Data supplied: Begin

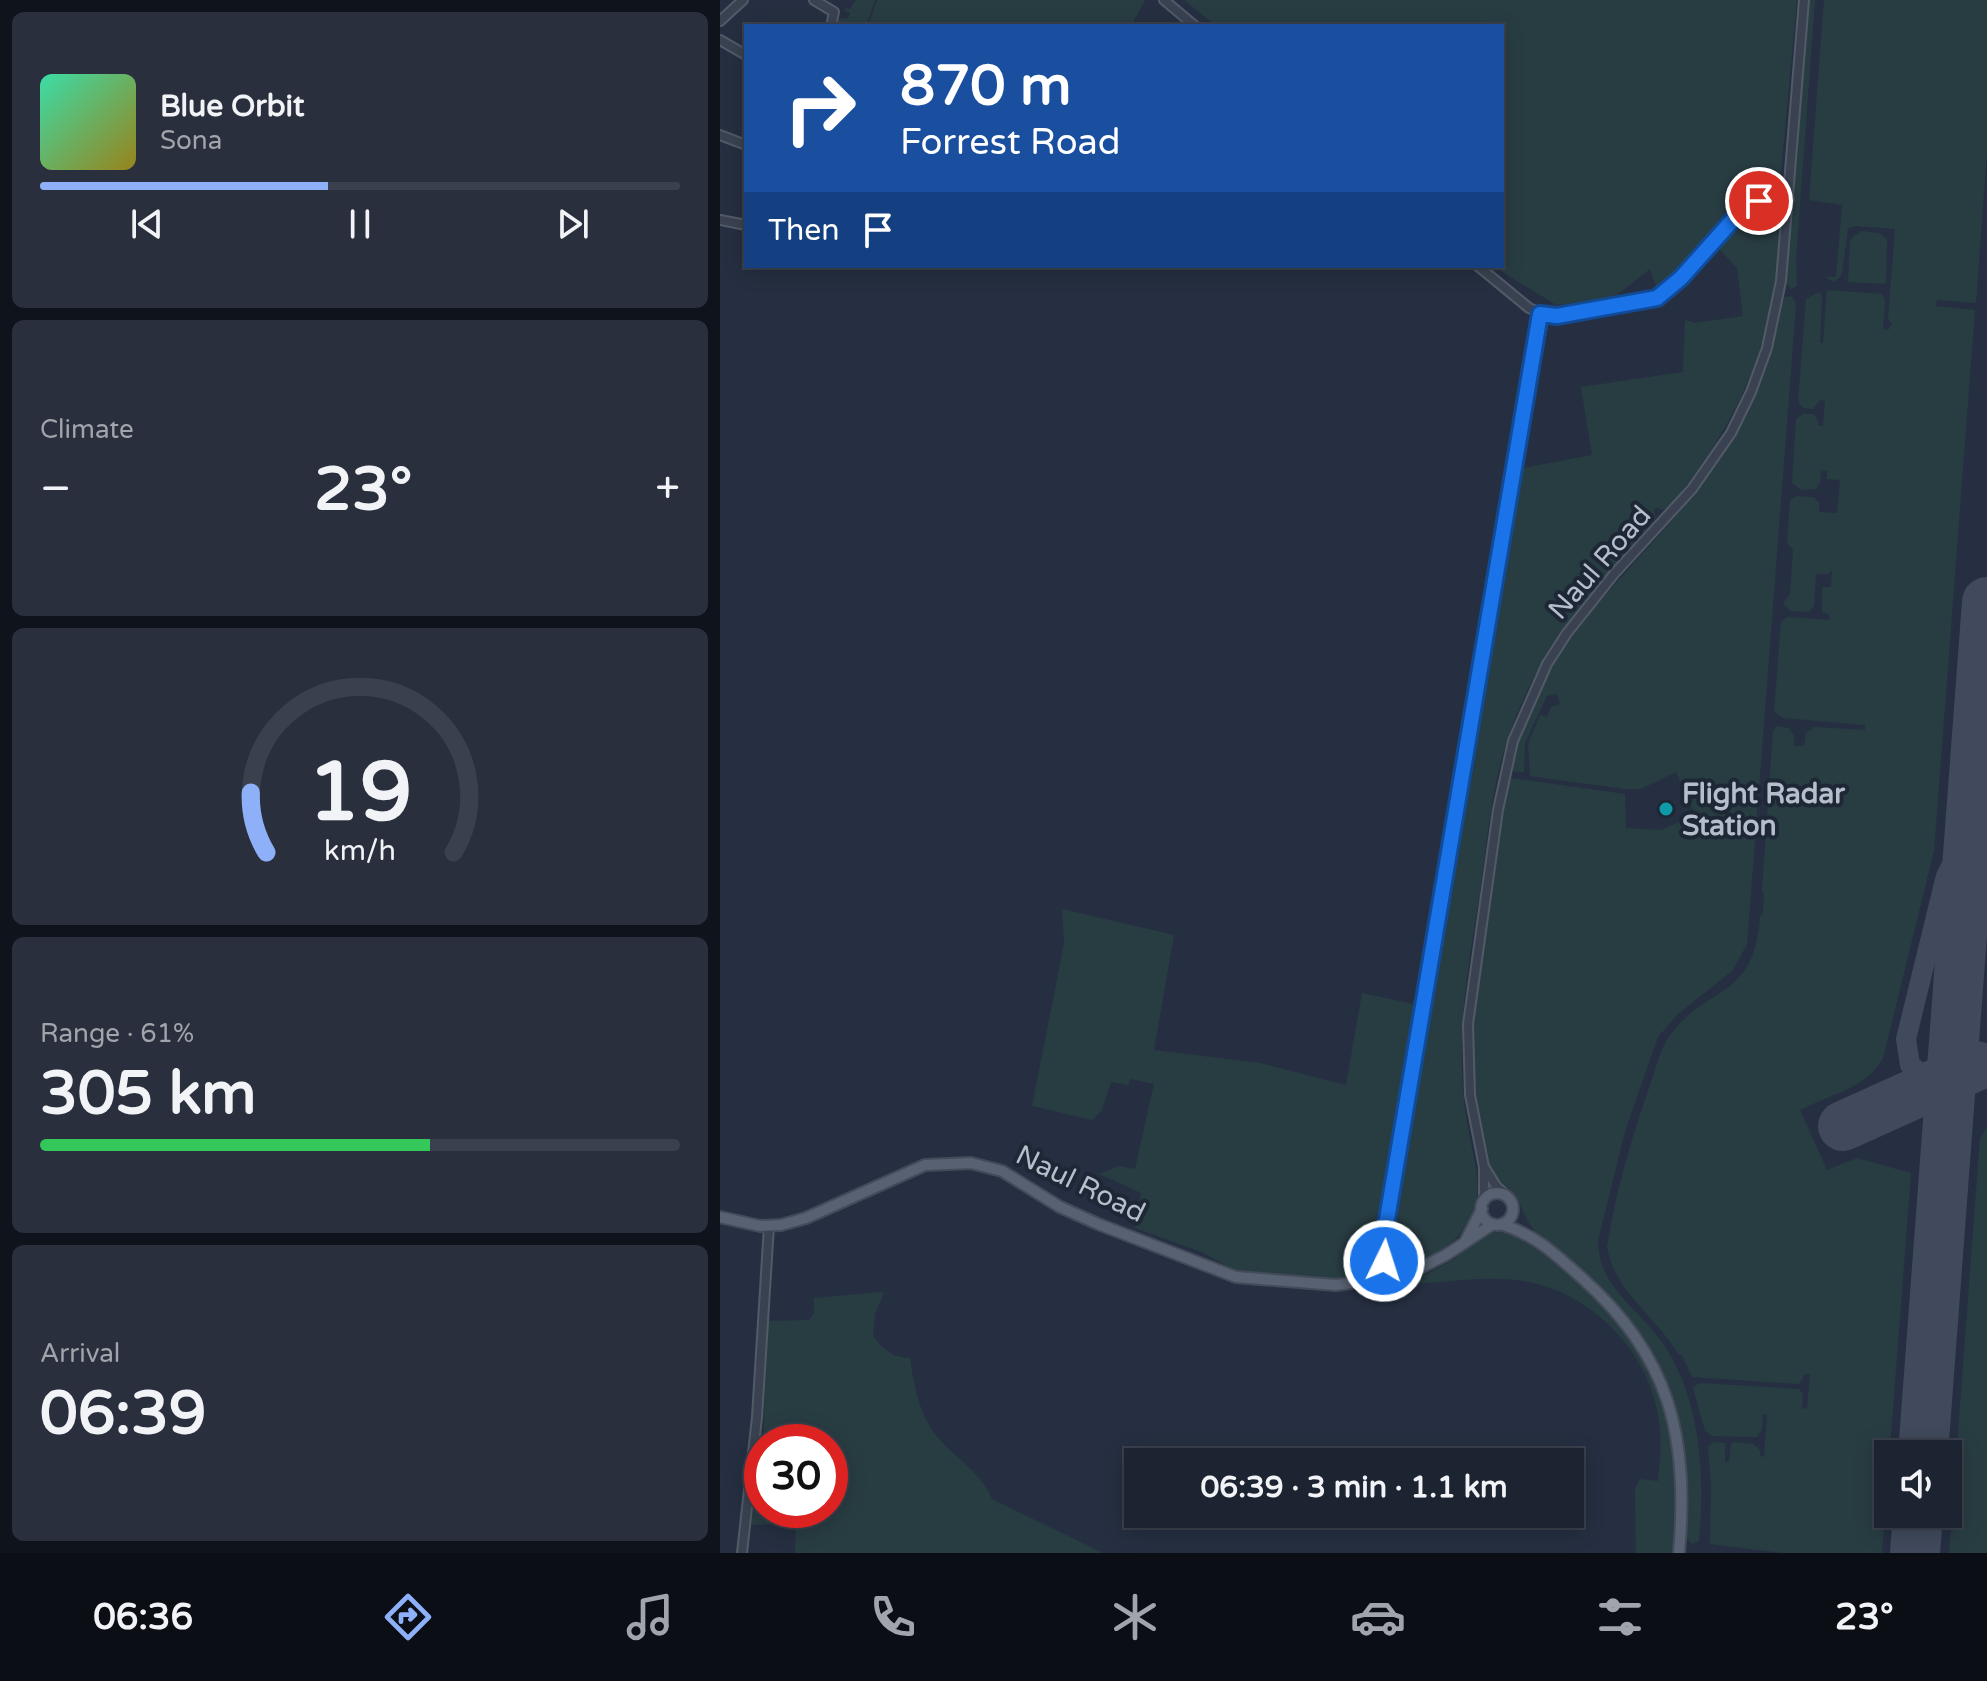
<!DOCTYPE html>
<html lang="en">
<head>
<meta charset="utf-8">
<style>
	:root { --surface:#1c2331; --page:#292f3d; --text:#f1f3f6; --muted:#a0a4ab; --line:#3a404d; --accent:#8eb0f9 }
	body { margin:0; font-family:"Varela Round",sans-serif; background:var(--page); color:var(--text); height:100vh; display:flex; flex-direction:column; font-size:30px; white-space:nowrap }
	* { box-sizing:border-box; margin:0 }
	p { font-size:26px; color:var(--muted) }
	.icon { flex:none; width:44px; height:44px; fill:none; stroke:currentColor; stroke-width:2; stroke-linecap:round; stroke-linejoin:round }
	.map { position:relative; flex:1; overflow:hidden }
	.drawer { display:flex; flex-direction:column; gap:12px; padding:12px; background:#0f131b; width:720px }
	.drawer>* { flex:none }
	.hud { position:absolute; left:24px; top:24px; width:760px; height:244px; border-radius:0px; box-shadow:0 4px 20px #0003,0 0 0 2px var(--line); background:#1a4fa0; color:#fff; overflow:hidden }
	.fabs { position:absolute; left:1154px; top:1440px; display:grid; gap:16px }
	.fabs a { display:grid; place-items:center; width:88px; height:88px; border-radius:0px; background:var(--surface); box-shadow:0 4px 20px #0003,0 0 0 2px var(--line); font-size:40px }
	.speed { position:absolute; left:24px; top:1424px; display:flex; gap:16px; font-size:40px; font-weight:700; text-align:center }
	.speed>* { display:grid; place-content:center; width:104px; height:104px; border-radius:50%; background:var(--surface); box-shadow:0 4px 20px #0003,0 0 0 2px var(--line); line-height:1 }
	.speed .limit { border:12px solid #d22; background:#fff; color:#111 }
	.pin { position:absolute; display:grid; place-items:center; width:68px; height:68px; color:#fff; margin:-34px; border:4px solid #fff; border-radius:50%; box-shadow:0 2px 8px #0007 }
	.me { position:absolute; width:88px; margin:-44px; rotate:4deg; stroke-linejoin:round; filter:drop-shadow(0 0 6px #0008) }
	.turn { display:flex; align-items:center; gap:28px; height:168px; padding:0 24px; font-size:36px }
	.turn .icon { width:104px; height:104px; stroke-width:2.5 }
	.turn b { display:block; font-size:56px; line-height:68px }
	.then { display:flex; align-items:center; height:76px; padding:0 24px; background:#0003; gap:16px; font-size:30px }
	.big { font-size:60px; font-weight:700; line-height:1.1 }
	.drawer .widget { flex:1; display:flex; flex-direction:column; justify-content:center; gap:12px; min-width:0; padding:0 28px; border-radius:12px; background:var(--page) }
	.drawer .dial { align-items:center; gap:0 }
	.dial svg { height:208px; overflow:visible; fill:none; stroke:var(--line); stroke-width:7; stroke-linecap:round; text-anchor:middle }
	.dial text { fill:var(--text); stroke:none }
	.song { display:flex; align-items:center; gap:24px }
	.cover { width:96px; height:96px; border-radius:12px; background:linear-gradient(135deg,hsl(160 70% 55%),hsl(50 70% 35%)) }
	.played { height:8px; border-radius:4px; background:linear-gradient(90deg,var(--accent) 45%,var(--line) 45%) }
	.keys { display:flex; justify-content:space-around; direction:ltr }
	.heat { display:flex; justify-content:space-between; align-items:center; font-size:44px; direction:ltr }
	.charge { height:12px; border-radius:6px; background:linear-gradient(90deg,#34c759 61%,var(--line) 0) }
	.trip { position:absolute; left:404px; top:1448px; width:460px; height:80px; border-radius:0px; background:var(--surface); box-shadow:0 4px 20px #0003,0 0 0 2px var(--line); font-weight:700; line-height:80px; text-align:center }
	.dock { display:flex; height:128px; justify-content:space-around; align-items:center; background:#0b0e14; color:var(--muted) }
	.dock .icon { width:56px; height:56px }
	.dock .on { color:var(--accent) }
	.dock b { font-size:36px; color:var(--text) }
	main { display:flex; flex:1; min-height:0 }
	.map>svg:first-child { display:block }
	.green { fill:#283d42 }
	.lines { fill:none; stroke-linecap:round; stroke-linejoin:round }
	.taxiway { stroke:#404a5c; stroke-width:20 }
	.runway { stroke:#404a5c; stroke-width:50 }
	.minor-casing { stroke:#525a68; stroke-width:12 }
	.major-casing { stroke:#434b5a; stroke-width:14 }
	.minor { stroke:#3a4251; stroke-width:8 }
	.major { stroke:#586171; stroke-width:10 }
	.route-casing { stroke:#114b97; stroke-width:20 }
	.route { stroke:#1a73e8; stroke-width:14 }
	.culture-dot { fill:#0f9aa8; stroke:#1e2736; stroke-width:3 }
	.labels { text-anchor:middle; stroke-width:8; stroke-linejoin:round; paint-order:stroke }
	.street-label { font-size:28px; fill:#b6bdcb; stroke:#1e2736 }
	.poi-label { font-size:28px; font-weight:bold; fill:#b6bdcb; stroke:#1e2736; text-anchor:start }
</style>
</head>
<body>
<main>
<section class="drawer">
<div class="widget">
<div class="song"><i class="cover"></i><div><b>Blue Orbit</b><p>Sona</p></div></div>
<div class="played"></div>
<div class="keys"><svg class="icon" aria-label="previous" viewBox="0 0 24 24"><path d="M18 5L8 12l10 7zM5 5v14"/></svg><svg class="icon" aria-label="pause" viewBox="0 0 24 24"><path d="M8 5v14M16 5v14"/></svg><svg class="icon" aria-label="next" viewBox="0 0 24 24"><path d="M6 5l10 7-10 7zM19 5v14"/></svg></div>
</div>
<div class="widget"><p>Climate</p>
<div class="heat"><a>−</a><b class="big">23°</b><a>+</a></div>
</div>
<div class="widget dial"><svg viewBox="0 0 100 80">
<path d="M14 69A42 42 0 1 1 86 69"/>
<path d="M14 69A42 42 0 0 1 8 46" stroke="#8eb0f9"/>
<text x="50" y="56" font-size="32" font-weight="700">19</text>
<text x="50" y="72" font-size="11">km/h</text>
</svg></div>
<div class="widget"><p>Range · 61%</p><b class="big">305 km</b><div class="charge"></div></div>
<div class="widget"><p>Arrival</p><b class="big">06:39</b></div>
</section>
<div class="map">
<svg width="1267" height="1553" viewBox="0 0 1267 1553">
	<rect width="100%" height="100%" fill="#252f41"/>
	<path class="green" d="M136 0H155L146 26H115L118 19 128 18 130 13 124 10 125 8 130 9Z
		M157 0H425L411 26H148Z
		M464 0H1077L1060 183C1051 198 1030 191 1017 203 989 229 972 272 938 292L930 269 893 298 836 305 773 266H782V26H496Z
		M1086 0H1095L1076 259 1077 286 1070 289 1065 278Z
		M1104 0H1267V151L1256 303 1217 300 1216 306 1255 310 1214 851 1163 1058C1147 1088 1109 1095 1080 1110L1107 1170 1137 1158 1191 1173 1162 1553H1063L990 1544 991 1486 988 1446 994 1442 1005 1443V1462H1009L1011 1445 1014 1442 1033 1444 1040 1450V1456L1044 1457 1047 1415 1043 1414 1042 1429 1037 1437 992 1436 985 1431 973 1388 979 1383 1079 1389 1083 1394 1082 1408 1087 1409 1090 1374H1085L1079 1384 972 1377 962 1355 958 1354C937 1317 894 1291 887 1247 896 1190 913 1133 932 1079 937 1065 941 1046 951 1034 990 983 1034 1000 1040 917L1043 913 1044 895 1042 890 1053 731 1057 726 1069 728 1074 736V746H1084L1086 733 1095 727 1145 730V725L1064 718 1054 712 1061 622 1067 617 1109 620 1110 615 1102 612V587H1111L1112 570 1108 574H1096L1094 606 1089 612 1070 611 1063 603 1070 594 1073 550 1067 542 1070 500 1077 496 1093 497 1099 503V512L1117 513 1120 480 1107 479V471L1101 470 1100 483 1096 489 1081 490 1072 483 1076 419 1083 414H1093L1098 420V426H1103L1105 401 1100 400 1093 409 1083 408 1078 402 1086 299 1099 292 1102 296 1100 343H1103L1107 290 1162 294 1165 300 1163 329 1168 330 1172 324 1168 319 1175 229 1136 226 1128 228 1122 274 1115 282 1105 277H1116L1122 205 1089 200Z
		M1043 207H1055L1059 211C1064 328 1021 418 950 507L942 510 936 507 934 511 936 519C862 599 801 670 777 778 769 816 765 855 760 892 752 944 742 996 742 1048 741 1074 743 1101 748 1127 752 1154 761 1175 756 1204 750 1233 708 1271 677 1269L667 1256V1249L743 814 755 763 753 758 756 736 802 468 872 455 861 387 963 372 965 320 975 323 1023 316 1017 268 995 245 1019 221Z
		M1142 231 1159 233 1167 239 1166 282 1164 284 1128 282 1130 242 1133 237Z
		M1072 296 1076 305 1027 944 1013 970 958 1014 938 1037 905 1131 878 1241C878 1289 923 1311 946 1348 981 1404 985 1477 979 1541L971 1544 966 1537C970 1451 955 1368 895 1302 871 1277 841 1257 816 1233 806 1221 803 1209 795 1196 787 1183 774 1180 768 1164 730 1066 768 907 783 804L791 778 905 794 906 828 941 830 975 815 956 772 921 789H905L810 776 808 744 820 715 827 717 831 707 840 704 837 694 827 696 805 743 804 772H794L792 766C820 632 921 572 993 468 1028 416 1048 362 1061 301L1064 297Z
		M342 909 454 935 434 1050 540 1063 626 1085 642 993 698 1005 671 1138 673 1161 665 1207 658 1213 663 1220 656 1272 642 1279 599 1280 517 1272 484 1253 415 1228 421 1193 379 1174 399 1166 415 1169 434 1084 410 1079 408 1085 391 1082 382 1110 372 1120 312 1106 344 944Z
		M1267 1127V1553H1229L1260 1138Z
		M785 1229C814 1241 836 1262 859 1283 944 1360 963 1442 954 1553H916L915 1488 920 1479 938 1481C940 1460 942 1441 939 1420 929 1349 868 1289 797 1280 753 1275 707 1286 663 1285L707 1274 736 1258 737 1252 772 1231Z
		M160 1292 164 1293 155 1314 153 1336C165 1351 171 1357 190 1358 194 1387 200 1417 219 1439 238 1460 261 1473 272 1499L383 1553H75L76 1523 31 1525 42 1451V1510H110V1442H43L47 1321 89 1320 94 1313V1298Z"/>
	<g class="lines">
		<path class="taxiway" d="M1266 609 1267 605
			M1226 1079 1207 1078 1190 1065 1186 1039 1226 876 1236 857 1267 837"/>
		<path class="runway" d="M1123 1126 1256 1066
			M1203 1454 1267 602
			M1195 1553 1198 1514"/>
		<defs>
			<path id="minor" d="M94 0 114 12 111 26
				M444 0 475 26
				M0 21 23 0
				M0 40 26 55
				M0 135 26 145
				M0 220 26 225
				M758 266 809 308 828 316 922 302 948 291 1019 213 1039 201 1069 199
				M765 1168 776 1186 787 1196
				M764 1200V1167L750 1095 748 1024 778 810 793 741 827 664 847 633 894 574 972 489 1011 433 1031 392 1047 348 1061 281 1084 0
				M668 1280 662 1246 820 314
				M22 1553 37 1417 49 1226"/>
			<path id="major" d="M761 1209a16 16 0 1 1 32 0a16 16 0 1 1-32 0Z
				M0 1217 40 1226 61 1225 86 1218 205 1165 251 1163 282 1171 340 1207 378 1224 516 1277 616 1285 686 1275 726 1255 773 1224
				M781 1224C817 1236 834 1253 862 1278 951 1357 969 1438 959 1553
				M746 1240 762 1209"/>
		</defs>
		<use href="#minor" class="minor-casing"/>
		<use href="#major" class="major-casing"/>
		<use href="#minor" class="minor"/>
		<use href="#major" class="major"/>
	</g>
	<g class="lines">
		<defs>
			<path id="route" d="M664 1261 665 1231 820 314 837 316 937 298 961 278 1019 213 1039 201"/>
		</defs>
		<use href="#route" class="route-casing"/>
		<use href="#route" class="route"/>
	</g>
	<circle class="culture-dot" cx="946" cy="809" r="8"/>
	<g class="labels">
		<g class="street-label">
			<text transform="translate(879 562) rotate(-49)" y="10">Naul Road</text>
			<text transform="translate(361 1183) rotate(26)" y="10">Naul Road</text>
		</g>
		<g class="poi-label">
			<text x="962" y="803">Flight Radar<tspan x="962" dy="32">Station</tspan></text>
		</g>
	</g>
</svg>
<div class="fabs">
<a><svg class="icon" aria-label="sound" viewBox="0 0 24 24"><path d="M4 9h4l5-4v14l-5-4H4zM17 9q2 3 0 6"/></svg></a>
</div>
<div class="speed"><div class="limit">30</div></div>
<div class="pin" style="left:1039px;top:201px;background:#d93025"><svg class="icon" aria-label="arrive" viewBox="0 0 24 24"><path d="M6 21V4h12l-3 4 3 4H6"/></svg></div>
<svg class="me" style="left:664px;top:1261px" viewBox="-20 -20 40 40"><circle r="17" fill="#1a73e8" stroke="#fff" stroke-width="3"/><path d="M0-11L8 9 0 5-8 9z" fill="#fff"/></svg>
<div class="trip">06:39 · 3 min · 1.1 km</div>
<div class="hud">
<div class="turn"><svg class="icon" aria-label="right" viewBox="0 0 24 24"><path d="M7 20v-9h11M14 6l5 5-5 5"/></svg><div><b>870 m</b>Forrest Road</div></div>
<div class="then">Then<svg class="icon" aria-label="arrive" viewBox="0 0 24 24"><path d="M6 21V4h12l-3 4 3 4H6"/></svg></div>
</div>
</div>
</main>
<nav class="dock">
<b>06:36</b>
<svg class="icon on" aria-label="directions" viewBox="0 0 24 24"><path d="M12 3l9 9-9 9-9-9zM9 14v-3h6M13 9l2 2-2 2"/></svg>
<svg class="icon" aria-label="music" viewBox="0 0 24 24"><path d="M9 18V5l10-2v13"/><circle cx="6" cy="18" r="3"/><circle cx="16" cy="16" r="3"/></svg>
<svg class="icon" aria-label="phone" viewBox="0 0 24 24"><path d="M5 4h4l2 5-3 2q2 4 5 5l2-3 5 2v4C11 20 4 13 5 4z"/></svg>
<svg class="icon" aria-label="climate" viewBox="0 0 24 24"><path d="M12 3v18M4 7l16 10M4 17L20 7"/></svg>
<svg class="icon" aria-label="car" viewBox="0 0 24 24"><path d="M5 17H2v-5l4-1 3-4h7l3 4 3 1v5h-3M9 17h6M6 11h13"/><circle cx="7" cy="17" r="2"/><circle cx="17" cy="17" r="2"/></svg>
<svg class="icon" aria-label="filters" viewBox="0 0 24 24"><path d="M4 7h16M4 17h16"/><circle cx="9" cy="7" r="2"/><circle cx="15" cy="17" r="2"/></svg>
<b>23°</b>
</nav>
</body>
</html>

Data supplied: End

* [What needs to be done] Search the data for the string "cover". List each line that has it.

* [Your response]
	.cover { width:96px; height:96px; border-radius:12px; background:linear-gradient(135deg,hsl(160 70% 55%),hsl(50 70% 35%)) }
<div class="song"><i class="cover"></i><div><b>Blue Orbit</b><p>Sona</p></div></div>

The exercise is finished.